Budget ’09: Stimulus

Infrastructure spending will account for nearly a third of all stimulus spending

Stimulus

Stimulus spending is on nearly every government’s agenda these days. The International Monetary Fund has encouraged governments that are able to do so to kick in an extra two per cent of GDP in government spending to cure the economic hangover that’s afflicting markets around the globe. And though Jim Flaherty told Parliament his government’s financial package “exceeds the target recommended” by the IMF, Ottawa’s stimulus spending will come in at 1.9 per cent for 2009 and another 1.4 per cent for 2010. Still, the Conservatives plan to inject nearly $40 billion into the Canadian economy over the next two years, with the provinces expected to contribute another $11.6 billion.

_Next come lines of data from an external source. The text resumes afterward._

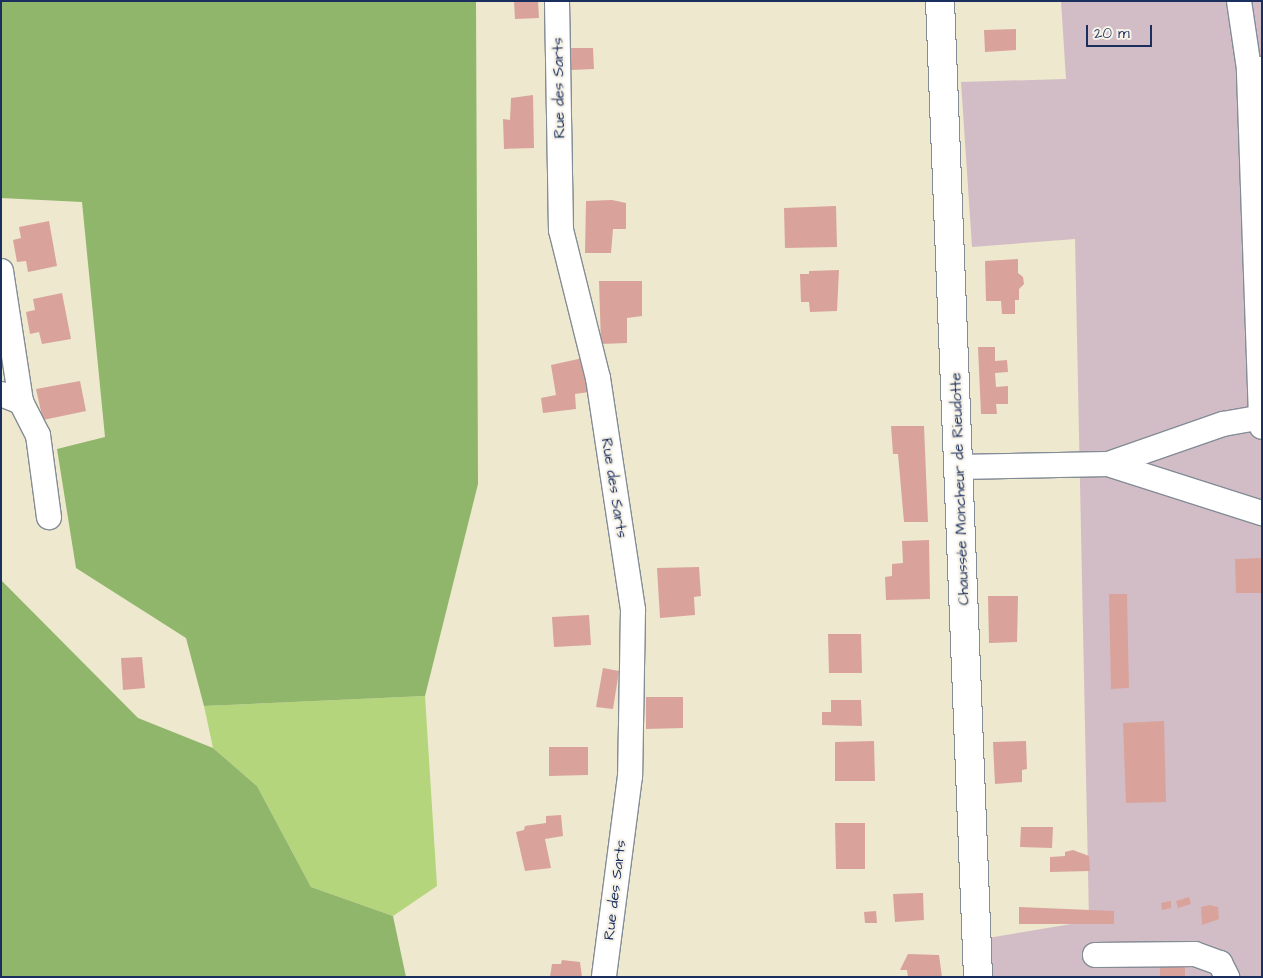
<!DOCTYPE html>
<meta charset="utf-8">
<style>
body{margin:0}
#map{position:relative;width:1263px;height:978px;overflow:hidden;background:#ede8ce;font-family:"Architects Daughter",sans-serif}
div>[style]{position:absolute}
.industrial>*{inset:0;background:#d2bdc6}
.green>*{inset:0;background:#b5d57c}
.forest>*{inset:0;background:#90b66c}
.building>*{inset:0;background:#d9a39b}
.roads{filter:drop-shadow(1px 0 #848c96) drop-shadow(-1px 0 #848c96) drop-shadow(0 1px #848c96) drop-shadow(0 -1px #848c96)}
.minor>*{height:24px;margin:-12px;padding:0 12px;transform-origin:12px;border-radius:12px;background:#fff}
.major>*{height:28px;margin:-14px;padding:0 14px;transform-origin:14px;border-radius:14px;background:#fff}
span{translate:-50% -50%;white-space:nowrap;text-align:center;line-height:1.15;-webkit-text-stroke:4.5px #f7f3e8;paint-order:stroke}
.street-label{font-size:15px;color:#1b2f5e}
.frame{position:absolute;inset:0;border:2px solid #1b2f5e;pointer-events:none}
.scale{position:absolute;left:1086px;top:25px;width:66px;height:22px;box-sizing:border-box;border:2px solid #1b2f5e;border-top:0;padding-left:6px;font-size:15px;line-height:18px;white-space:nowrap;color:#1b2f5e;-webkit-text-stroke:4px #f7f3e8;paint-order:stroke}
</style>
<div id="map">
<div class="industrial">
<i style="clip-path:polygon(1061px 1px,1262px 1px,1262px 977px,978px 977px,976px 940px,1089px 921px,1075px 239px,972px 247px,961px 82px,1066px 79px)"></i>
</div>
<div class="green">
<i style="clip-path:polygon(425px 696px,437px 886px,393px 916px,311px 887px,257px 786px,213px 748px,204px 706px)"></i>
</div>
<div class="forest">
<i style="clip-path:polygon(1px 1px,476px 1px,478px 484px,425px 696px,204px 706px,186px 638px,76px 568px,57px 449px,105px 437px,82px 202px,1px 198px)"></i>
<i style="clip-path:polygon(1px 580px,138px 718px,213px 748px,257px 786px,311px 887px,393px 916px,406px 977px,1px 977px)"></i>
</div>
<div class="building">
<i style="clip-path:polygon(514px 1px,538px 1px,539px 18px,515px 19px)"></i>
<i style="clip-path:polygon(1016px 29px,1016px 50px,985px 52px,984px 30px)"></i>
<i style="clip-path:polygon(570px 48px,593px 48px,594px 69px,571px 70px)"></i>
<i style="clip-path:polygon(533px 95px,534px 148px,504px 149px,503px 119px,510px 120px,511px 98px)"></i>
<i style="clip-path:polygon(612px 200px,626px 203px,626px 229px,613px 229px,611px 253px,585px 253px,586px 201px)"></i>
<i style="clip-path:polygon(836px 206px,837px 247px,785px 248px,784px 208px)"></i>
<i style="clip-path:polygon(49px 221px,57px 266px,28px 272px,26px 261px,17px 262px,13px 240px,21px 238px,19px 227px)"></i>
<i style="clip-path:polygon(1018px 259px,1018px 273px,1023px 277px,1024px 284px,1019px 289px,1019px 300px,1015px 300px,1015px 314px,1002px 314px,1001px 301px,986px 301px,985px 261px)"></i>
<i style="clip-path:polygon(839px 270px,837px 311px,810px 312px,809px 302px,801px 302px,800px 274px,809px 274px,809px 271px)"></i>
<i style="clip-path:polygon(599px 281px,642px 281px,642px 316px,627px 318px,627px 343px,601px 344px)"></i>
<i style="clip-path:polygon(62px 293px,71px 339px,42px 344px,39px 332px,30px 334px,26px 312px,35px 310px,33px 299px)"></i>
<i style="clip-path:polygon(978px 347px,995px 347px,995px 361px,1007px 360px,1008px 372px,995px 373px,996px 387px,1008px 386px,1008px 404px,996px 404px,997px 414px,981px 414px)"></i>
<i style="clip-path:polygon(583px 358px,589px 392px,575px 394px,576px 409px,543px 413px,541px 398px,556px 395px,551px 365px)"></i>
<i style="clip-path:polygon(80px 381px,86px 411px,43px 420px,36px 389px)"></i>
<i style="clip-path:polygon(891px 426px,924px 426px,928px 522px,904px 522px,898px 454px,893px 454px)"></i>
<i style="clip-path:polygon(929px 540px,930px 599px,886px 600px,885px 577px,892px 576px,892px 564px,903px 563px,902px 541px)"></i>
<i style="clip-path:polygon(1262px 558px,1262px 593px,1236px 593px,1235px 559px)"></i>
<i style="clip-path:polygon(699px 567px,701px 596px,694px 597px,695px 615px,660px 618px,657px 568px)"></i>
<i style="clip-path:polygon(1109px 594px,1127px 594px,1129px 688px,1111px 689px)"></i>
<i style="clip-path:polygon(988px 596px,1018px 596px,1017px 642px,989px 643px)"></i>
<i style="clip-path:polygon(589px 615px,591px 645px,554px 647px,552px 617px)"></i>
<i style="clip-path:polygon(828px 634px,861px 634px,862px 673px,829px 673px)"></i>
<i style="clip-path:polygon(142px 657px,145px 688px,123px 690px,121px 658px)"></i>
<i style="clip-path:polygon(603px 668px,619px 671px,613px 709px,596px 707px)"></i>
<i style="clip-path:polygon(646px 697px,683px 697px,683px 728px,646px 729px)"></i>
<i style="clip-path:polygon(831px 700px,861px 700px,862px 726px,822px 725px,822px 712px,831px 712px)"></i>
<i style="clip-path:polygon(1164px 721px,1166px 802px,1126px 803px,1123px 723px)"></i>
<i style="clip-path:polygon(874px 741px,875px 781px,835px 781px,835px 742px)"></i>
<i style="clip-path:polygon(1026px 741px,1027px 769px,1022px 770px,1022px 782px,995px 784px,993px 742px)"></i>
<i style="clip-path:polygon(549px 747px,588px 747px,588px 775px,549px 776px)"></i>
<i style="clip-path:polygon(561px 815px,563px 836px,545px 839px,551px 868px,525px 871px,516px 832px,524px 830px,525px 826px,546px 823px,546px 816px)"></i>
<i style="clip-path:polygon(835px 823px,865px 823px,865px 869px,836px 869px)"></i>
<i style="clip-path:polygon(1021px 827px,1053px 827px,1052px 848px,1020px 847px)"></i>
<i style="clip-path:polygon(1073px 850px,1089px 856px,1090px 871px,1050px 872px,1050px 857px,1065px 856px,1065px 852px)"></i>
<i style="clip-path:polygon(923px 893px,924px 920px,895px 922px,893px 894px)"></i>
<i style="clip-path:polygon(1189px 897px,1191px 904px,1178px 908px,1176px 901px)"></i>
<i style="clip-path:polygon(1171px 901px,1171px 908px,1162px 910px,1161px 903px)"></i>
<i style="clip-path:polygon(1210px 905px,1218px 907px,1219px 919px,1202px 925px,1201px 907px)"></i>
<i style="clip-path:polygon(1019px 907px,1114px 911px,1114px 924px,1019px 924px)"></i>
<i style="clip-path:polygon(876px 911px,877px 923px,865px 923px,864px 912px)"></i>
<i style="clip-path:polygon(908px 954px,939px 955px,942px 977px,908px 977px,907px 970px,900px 970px)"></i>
<i style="clip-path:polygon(562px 960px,580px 962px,582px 977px,550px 977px,552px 964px,561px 964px)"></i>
<i style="clip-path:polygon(1185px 965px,1185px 977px,1160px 977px,1160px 967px)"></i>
</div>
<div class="roads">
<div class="minor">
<i style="left:557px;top:1px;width:229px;rotate:89deg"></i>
<i style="left:561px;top:230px;width:153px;rotate:76deg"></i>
<i style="left:598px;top:378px;width:235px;rotate:81.4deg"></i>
<i style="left:633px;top:610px;width:166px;rotate:91deg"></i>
<i style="left:630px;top:776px;width:203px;rotate:97.4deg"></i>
<i style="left:1239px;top:1px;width:69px;rotate:81.6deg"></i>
<i style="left:1px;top:271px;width:133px;rotate:81.3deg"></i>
<i style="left:1px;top:394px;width:22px;rotate:22deg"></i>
<i style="left:21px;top:402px;width:37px;rotate:63deg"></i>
<i style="left:38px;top:435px;width:83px;rotate:82.4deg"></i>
<i style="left:1261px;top:417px;width:348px;rotate:-92deg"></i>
<i style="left:1249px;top:69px;width:13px"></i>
<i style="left:1108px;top:464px;width:122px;rotate:-19.2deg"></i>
<i style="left:1223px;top:424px;width:39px;rotate:-10deg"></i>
<i style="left:1261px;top:417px;width:10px;rotate:84deg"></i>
<i style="left:959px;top:467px;width:149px;rotate:-1.2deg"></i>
<i style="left:1108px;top:464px;width:162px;rotate:17.7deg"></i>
<i style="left:1095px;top:955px;width:100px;rotate:-0.6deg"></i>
<i style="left:1195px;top:954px;width:27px;rotate:20deg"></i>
<i style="left:1220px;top:963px;width:16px;rotate:63deg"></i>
</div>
<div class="major">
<i style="left:940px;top:1px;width:977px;rotate:87.77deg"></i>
</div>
</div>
<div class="street-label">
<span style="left:559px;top:88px;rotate:-91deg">Rue des Sarts</span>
<span style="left:614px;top:488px;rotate:81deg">Rue des Sarts</span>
<span style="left:960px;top:489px;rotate:-92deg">Chaussée Moncheur de Rieudotte</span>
<span style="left:615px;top:890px;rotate:-83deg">Rue des Sarts</span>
</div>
<div class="frame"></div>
<div class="scale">20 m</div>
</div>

The federal government projects its stimulus package will protect or create 190,000 jobs in Canada. Opposition leaders didn’t dispute the figures on Tuesday, but they did worry Ottawa won’t be able to deliver the funds effectively. “Are they going to get the money out the door?” asked Liberal leader Michael Ignatieff. NDP leader Jack Layton worried the requirement that cash-strapped municipalities match the funds committed by the federal government to infrastructure projects will compromise the program’s success. The budget “requires governments that don’t really have the money to match the funds,” Layton said, “which means those jobs won’t be created and those numbers won’t be reached.”

Infrastructure spending will account for nearly a third of all stimulus spending, totaling $12 billion in all. A quarter of the funds have been earmarked to restore Canada’s aging roads, bridges, and other projects the government considers “shovel-ready.” Projects include an extra $407 million for Via Rail to improve its passenger rail services, $323 million to restore federally-owned buildings, and $212 million for repairs to Montreal’s Champlain Bridge. An additional $2 billion has been committed to long-overdue maintenance projects at colleges and universities. Other measures include a $1 billion fund for green infrastructure projects as well as funding for expanding broadband Internet access.

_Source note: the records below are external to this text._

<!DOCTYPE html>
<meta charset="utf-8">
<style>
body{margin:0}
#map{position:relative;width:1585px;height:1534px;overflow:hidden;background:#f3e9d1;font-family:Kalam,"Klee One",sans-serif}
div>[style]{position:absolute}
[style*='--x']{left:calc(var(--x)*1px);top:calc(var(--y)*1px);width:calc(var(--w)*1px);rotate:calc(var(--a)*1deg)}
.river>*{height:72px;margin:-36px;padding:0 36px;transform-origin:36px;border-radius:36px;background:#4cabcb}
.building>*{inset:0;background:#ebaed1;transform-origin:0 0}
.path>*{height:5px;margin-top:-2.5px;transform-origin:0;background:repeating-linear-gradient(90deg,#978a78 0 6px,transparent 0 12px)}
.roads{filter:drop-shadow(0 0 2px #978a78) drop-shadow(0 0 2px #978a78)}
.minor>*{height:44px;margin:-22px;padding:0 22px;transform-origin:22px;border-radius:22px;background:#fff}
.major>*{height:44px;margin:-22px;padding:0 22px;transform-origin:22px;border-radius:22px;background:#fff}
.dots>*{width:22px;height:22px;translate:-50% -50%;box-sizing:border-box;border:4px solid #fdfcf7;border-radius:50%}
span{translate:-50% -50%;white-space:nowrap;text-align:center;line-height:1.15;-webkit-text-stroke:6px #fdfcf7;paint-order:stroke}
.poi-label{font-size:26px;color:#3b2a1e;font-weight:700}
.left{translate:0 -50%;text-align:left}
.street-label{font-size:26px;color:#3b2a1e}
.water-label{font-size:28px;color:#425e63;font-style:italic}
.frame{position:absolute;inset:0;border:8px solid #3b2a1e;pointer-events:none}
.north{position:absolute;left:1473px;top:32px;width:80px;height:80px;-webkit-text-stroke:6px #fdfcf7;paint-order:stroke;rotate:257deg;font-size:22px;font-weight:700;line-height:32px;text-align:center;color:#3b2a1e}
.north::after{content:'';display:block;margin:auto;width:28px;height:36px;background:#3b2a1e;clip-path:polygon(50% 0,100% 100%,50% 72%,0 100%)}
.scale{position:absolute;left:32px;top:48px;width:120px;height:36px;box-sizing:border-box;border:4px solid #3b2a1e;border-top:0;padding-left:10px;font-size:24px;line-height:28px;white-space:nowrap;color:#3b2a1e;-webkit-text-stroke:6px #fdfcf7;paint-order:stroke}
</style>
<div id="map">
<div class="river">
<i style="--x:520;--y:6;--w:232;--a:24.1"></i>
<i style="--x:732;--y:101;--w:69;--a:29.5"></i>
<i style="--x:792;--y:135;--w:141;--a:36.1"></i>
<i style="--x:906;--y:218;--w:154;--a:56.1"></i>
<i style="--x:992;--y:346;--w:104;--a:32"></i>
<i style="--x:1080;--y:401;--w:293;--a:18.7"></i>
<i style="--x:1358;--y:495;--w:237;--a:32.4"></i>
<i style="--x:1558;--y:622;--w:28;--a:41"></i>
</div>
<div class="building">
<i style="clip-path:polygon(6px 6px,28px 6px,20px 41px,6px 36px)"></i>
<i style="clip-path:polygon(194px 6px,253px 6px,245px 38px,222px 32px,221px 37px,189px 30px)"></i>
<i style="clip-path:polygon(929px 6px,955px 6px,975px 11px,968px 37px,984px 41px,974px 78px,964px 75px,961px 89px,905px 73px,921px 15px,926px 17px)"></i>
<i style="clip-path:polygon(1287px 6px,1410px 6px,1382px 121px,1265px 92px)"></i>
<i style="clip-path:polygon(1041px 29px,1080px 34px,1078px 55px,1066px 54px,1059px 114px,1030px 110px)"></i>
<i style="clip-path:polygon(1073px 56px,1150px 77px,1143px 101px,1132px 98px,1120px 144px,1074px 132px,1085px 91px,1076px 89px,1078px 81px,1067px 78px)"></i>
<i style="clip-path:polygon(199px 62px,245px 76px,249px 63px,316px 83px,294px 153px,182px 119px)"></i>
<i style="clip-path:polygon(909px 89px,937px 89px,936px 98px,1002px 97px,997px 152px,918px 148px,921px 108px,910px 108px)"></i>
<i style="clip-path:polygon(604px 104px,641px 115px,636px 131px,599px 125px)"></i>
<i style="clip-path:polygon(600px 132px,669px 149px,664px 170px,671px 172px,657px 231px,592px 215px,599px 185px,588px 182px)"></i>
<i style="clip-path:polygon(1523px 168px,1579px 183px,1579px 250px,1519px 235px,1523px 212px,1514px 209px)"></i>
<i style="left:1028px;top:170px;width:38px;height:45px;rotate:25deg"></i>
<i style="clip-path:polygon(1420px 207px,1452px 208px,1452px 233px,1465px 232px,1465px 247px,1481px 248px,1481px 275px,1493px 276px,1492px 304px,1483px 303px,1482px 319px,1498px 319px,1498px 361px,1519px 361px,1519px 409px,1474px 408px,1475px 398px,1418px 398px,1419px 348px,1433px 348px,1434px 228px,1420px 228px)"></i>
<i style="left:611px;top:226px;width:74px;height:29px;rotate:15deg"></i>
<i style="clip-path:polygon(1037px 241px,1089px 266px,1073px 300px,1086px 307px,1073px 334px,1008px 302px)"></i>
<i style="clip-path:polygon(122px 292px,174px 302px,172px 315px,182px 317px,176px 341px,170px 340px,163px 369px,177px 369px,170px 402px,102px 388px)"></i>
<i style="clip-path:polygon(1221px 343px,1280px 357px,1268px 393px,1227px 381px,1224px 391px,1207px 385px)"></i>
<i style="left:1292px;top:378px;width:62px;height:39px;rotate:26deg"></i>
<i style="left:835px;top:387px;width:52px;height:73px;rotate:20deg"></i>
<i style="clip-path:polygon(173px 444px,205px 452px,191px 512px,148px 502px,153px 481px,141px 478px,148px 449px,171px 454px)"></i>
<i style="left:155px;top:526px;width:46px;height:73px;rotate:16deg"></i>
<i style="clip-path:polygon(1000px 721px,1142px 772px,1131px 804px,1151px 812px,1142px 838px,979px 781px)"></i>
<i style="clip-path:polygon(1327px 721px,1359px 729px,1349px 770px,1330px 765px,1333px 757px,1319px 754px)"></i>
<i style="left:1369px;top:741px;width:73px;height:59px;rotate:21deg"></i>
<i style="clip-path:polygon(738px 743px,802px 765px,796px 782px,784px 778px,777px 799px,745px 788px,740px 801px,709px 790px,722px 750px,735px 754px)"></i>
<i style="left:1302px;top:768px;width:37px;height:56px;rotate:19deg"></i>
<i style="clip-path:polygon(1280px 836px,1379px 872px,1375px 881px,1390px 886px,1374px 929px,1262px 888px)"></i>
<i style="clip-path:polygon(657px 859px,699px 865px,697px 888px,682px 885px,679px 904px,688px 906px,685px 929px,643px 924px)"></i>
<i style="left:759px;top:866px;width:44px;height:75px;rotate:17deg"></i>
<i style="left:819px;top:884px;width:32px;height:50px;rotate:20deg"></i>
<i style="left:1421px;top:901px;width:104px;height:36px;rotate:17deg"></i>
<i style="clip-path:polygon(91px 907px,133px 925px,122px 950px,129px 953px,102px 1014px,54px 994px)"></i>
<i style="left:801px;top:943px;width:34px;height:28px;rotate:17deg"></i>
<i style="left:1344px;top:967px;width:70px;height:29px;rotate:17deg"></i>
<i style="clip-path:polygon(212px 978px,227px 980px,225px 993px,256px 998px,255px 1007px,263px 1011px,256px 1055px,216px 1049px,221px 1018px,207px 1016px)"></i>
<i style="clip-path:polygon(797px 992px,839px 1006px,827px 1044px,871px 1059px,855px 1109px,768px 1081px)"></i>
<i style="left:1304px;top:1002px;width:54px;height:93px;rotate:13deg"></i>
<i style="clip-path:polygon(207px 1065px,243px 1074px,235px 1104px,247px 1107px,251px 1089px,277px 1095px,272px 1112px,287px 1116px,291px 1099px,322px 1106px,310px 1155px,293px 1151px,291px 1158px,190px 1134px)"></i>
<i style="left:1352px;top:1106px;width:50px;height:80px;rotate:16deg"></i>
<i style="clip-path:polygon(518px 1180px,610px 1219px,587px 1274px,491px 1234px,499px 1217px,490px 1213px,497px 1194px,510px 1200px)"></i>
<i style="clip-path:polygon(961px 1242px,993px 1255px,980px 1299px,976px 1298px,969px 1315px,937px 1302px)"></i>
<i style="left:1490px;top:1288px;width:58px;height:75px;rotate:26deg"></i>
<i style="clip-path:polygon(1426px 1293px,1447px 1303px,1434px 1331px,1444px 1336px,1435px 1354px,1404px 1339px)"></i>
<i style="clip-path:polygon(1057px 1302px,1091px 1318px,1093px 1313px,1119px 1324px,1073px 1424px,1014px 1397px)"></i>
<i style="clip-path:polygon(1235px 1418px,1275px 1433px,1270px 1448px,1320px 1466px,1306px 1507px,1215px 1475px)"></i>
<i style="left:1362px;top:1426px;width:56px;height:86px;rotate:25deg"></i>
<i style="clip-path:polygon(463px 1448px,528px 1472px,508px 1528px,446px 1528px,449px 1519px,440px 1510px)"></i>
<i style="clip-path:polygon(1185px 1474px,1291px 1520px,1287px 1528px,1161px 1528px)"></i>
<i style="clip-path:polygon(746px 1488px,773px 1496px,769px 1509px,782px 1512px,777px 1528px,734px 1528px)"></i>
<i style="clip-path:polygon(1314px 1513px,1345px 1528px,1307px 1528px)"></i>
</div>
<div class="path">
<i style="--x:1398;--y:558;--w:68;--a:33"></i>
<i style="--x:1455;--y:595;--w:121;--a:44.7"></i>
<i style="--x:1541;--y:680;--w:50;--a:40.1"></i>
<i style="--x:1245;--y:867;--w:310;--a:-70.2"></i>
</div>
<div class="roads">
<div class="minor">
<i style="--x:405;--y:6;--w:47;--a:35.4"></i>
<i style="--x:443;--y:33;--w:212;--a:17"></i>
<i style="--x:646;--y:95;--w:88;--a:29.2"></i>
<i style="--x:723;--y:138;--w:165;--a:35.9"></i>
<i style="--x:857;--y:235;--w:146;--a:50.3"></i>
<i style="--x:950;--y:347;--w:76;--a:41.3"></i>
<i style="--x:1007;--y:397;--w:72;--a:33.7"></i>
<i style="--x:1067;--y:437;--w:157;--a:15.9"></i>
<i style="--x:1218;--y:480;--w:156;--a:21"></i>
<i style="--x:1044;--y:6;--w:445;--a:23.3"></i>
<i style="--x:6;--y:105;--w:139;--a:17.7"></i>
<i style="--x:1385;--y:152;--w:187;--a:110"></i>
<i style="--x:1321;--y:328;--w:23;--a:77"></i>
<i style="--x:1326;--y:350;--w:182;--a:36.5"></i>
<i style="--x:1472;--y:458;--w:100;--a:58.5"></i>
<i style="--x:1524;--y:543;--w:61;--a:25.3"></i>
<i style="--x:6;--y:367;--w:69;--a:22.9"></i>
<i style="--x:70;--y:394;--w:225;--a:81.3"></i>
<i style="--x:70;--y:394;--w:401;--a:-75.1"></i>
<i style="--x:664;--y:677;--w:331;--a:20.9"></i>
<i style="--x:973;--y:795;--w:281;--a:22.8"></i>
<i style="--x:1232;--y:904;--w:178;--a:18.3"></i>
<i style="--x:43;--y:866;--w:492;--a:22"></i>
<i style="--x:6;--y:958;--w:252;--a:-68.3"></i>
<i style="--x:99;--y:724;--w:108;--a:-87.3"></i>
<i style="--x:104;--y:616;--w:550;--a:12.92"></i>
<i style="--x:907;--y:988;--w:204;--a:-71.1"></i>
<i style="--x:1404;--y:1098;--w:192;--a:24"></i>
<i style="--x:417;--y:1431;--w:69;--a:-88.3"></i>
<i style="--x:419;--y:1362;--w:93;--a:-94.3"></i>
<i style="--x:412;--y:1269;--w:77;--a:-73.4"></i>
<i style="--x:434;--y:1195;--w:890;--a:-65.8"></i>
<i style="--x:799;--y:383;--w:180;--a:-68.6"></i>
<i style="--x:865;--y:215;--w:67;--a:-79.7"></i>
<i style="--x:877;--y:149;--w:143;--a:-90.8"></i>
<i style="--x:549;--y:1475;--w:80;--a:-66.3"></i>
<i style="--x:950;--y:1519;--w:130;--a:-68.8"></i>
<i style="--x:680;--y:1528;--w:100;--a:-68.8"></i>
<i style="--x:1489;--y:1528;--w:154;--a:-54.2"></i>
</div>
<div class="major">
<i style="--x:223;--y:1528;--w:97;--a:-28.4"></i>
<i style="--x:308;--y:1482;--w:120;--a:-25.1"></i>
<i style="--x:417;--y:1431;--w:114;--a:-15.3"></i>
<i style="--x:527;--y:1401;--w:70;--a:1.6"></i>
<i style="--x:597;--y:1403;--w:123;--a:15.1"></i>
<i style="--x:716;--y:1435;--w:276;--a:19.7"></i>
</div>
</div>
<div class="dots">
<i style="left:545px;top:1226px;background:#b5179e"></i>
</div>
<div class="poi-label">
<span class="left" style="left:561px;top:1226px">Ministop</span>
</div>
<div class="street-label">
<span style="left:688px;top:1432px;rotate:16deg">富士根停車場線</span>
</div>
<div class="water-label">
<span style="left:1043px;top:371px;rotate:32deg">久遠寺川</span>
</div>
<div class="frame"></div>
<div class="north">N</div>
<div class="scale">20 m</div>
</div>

The $12 billion commitment supplements the previously-announced $33 billion Building Canada Plan, which focuses on longer-term projects. Critics claim the Building Canada Plan has been largely ineffective so far, with few of the funds having been spent since its inception. But Finance Minister Jim Flaherty promised that the newly-announced infrastructure stimulus package would find its way into the economy much quicker. “We must take action now,” Flaherty said, “to reduce red tape and needless duplication.” Budget documents show Ottawa is aiming to break ground on a number of projects within 120 days, or just in time for the upcoming construction season.

However, Toronto Mayor David Miller says Ottawa has done little to lift the restrictions on accessing the infrastructure funds. According to Miller, municipalities will still have to apply to the federal government to finance infrastructure projects, meaning the money won’t flow as quickly as local mayors would have liked. Miller aslo points out there are no guarantees Ottawa and the municipalities will agree on which projects deserve funding. “The projects are the priorities of Ottawa, not the cities or towns,” Miller says.

To revitalize the moribund construction industry, Ottawa has committed a total of $7.8 billion over two years to the housing sector. The most expensive measure, a one-year Home Renovation Tax Credit worth up to $1,350 per home, is expected to cost the government $3 billion in the coming fiscal year. Current home owners also stand to benefit from an extra $300 million allocated to the federal government’s ecoENERGY Retrofit program, which the governments plans to use on 200,000 home retrofits.

However, Ottawa will be looking for the provinces to pick up part of the tab for some of its other large-scale investments in the housing sector. The federal government agreed to commit $1 billion over two years to renovate and increase the energy efficiency of up to 200,000 social housing units, but the program is dependent on the provinces kicking in half the necessary funds. In all, provincial governments are expected to contribute $1.5 billion over two years to the housing sector stimulus plan, bringing its total value to $9.3 billion.

Individual Canadians will be expected to pick up whatever slack left by the investments in housing and infrastructure. To stimulate consumer spending, Ottawa is introducing some $20 billion in tax cuts over the next five years. The most significant measures include a 7.5 per cent increase in the basic personal tax exemption (to $10,320), as well as a corresponding increase to the upper limits of the two lowest tax brackets. Seniors will save up to an extra $150 a year thanks to a $1,000 increase to the Age Credit amount.